*** Opening The records ***

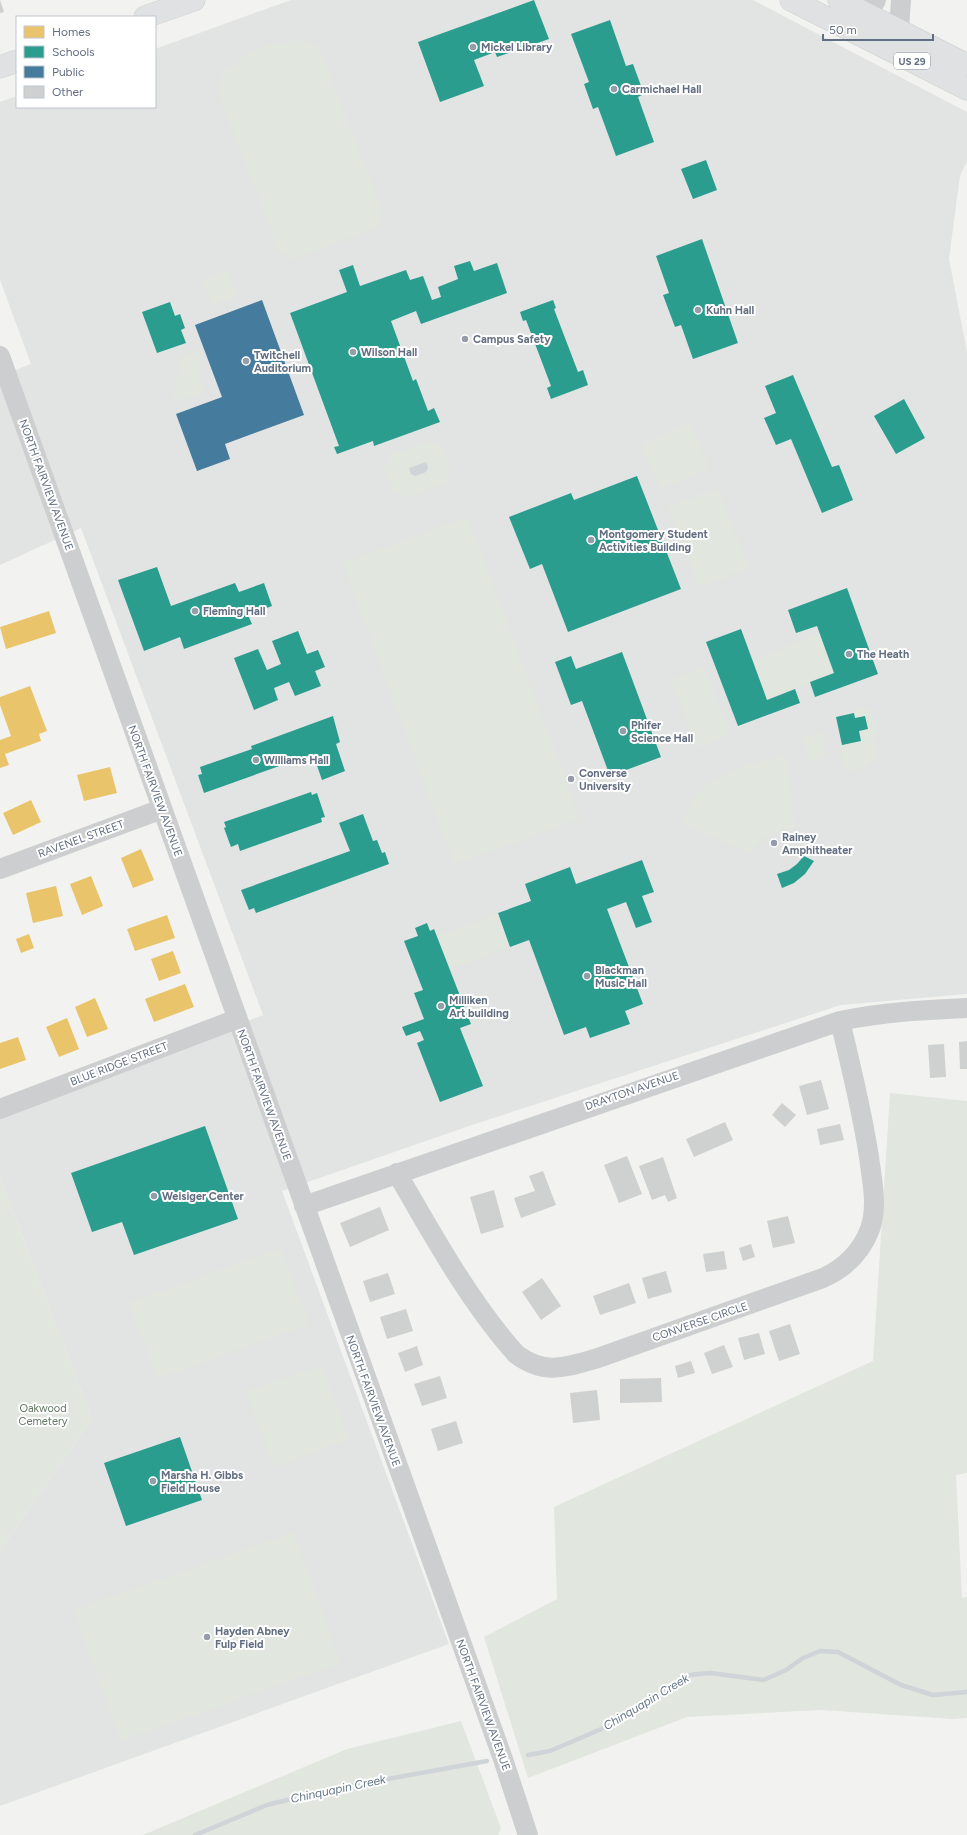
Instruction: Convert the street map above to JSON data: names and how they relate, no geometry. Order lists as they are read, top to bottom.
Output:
{
  "streets": {
    "main road": ["US 29"],
    "street": [
      "NORTH FAIRVIEW AVENUE",
      "RAVENEL STREET",
      "BLUE RIDGE STREET",
      "DRAYTON AVENUE",
      "CONVERSE CIRCLE"
    ]
  },
  "crossings": [
    ["NORTH FAIRVIEW AVENUE", "RAVENEL STREET"],
    ["NORTH FAIRVIEW AVENUE", "BLUE RIDGE STREET"],
    ["NORTH FAIRVIEW AVENUE", "DRAYTON AVENUE"],
    ["DRAYTON AVENUE", "CONVERSE CIRCLE"]
  ],
  "water": ["Chinquapin Creek"],
  "parks": ["Oakwood Cemetery"],
  "places": [
    "Mickel Library",
    "Carmichael Hall",
    "Kuhn Hall",
    "Campus Safety",
    "Wilson Hall",
    "Twitchell Auditorium",
    "Montgomery Student Activities Building",
    "Fleming Hall",
    "The Heath",
    "Phifer Science Hall",
    "Williams Hall",
    "Converse University",
    "Rainey Amphitheater",
    "Blackman Music Hall",
    "Milliken Art building",
    "Weisiger Center",
    "Marsha H. Gibbs Field House",
    "Hayden Abney Fulp Field"
  ],
  "legend": [
    "Homes",
    "Schools",
    "Public",
    "Other"
  ],
  "scale_bar": "50 m"
}
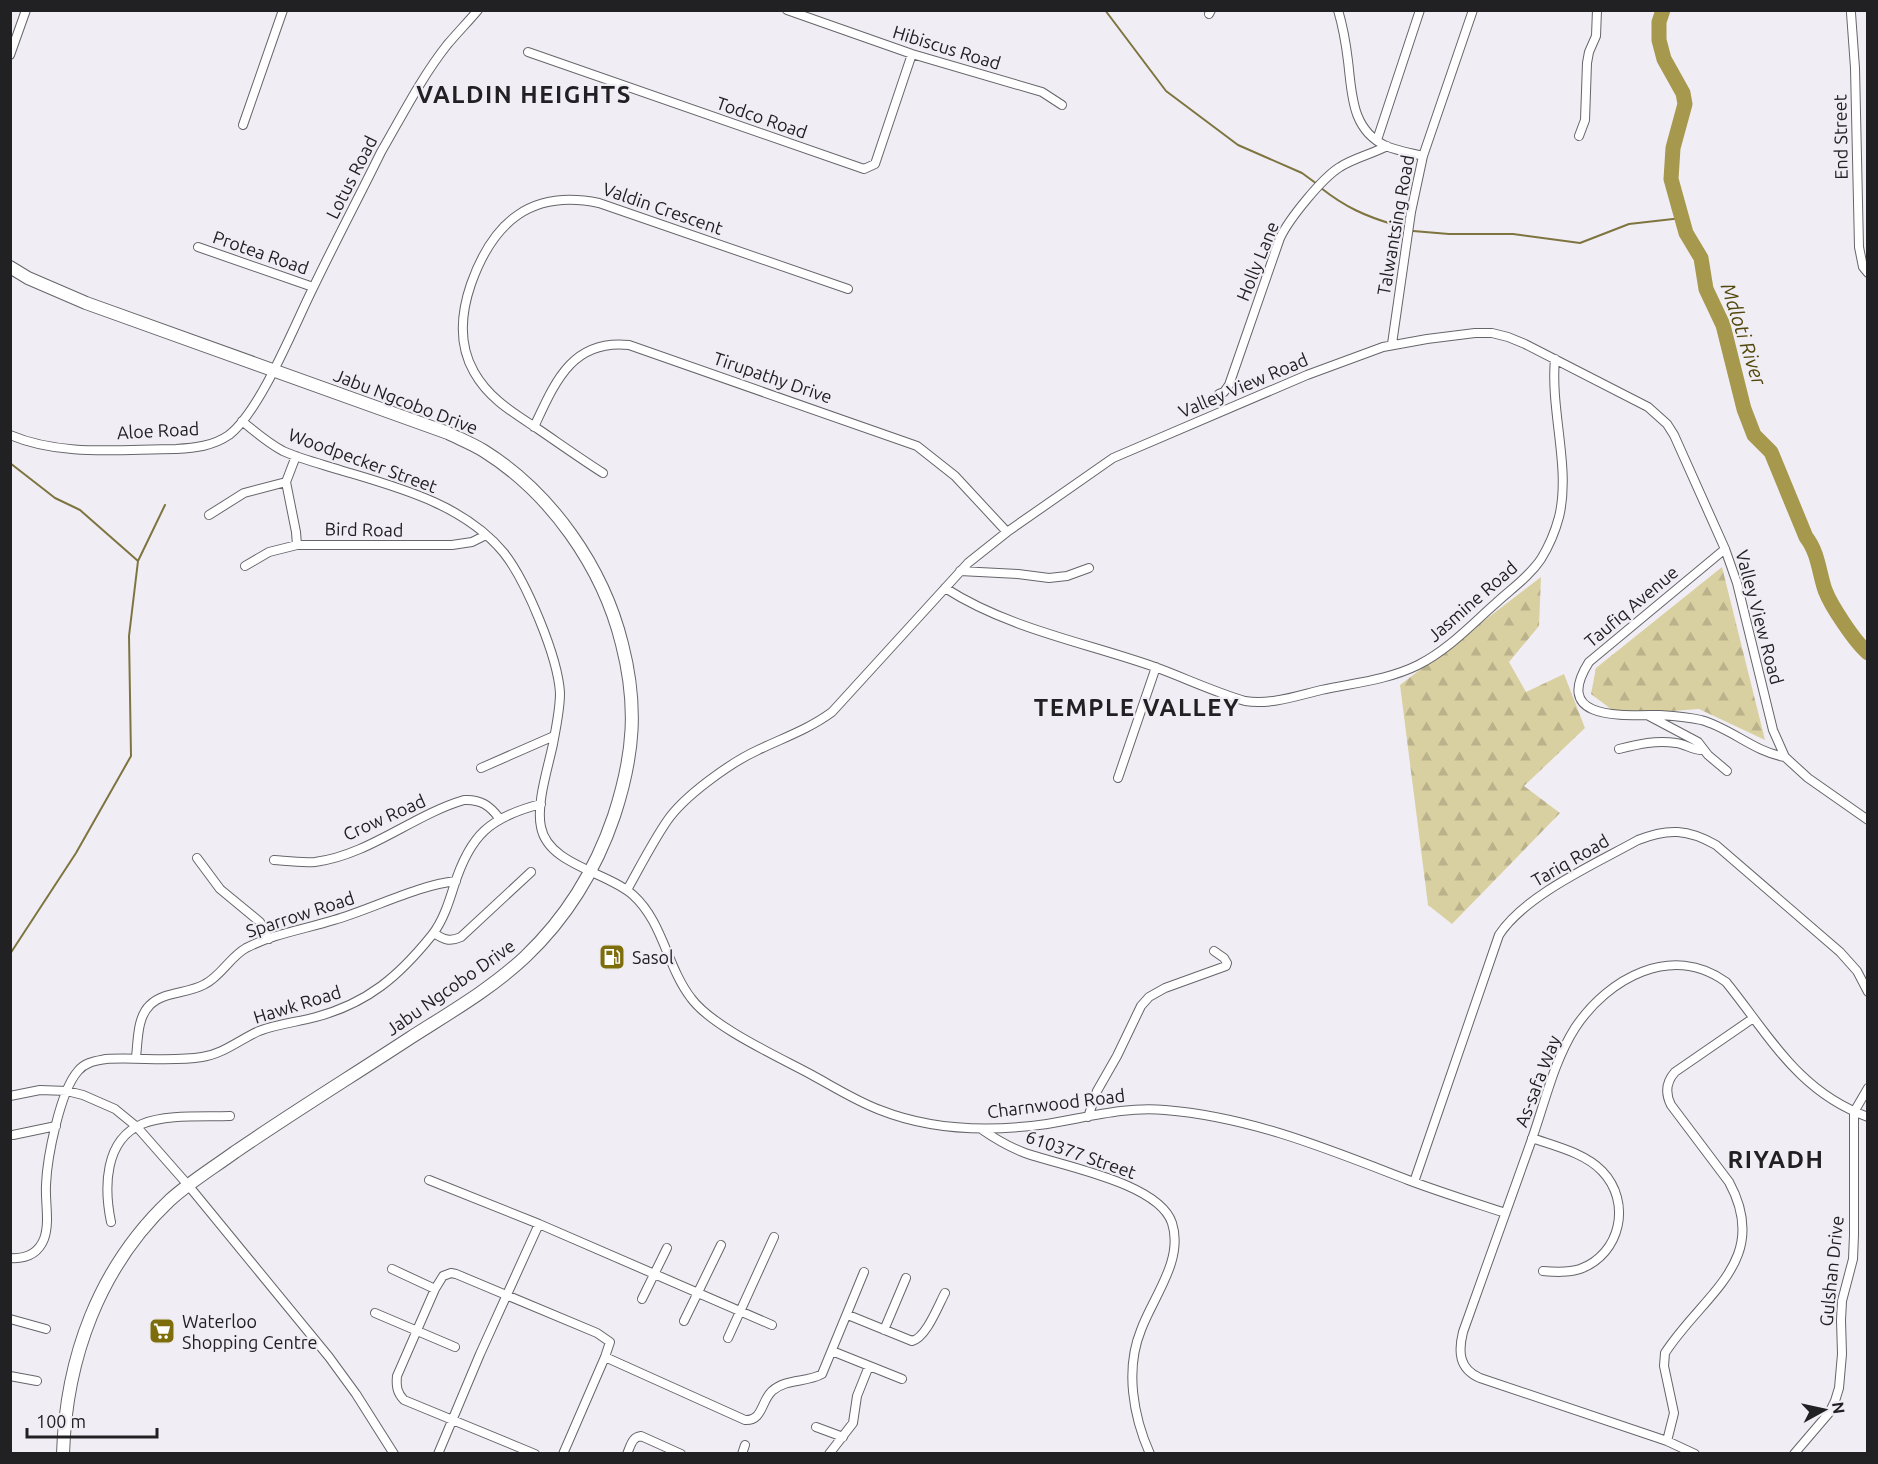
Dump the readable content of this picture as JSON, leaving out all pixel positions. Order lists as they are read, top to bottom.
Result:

*** Closing The records ***

Exercise details: A verbatim copy of the listing above, starting from the line with "Dump the readable" and running to its last line, is the only output needed.

Task answer:
Dump the readable content of this picture as JSON, leaving out all pixel positions. Order lists as they are read, top to bottom.
Result:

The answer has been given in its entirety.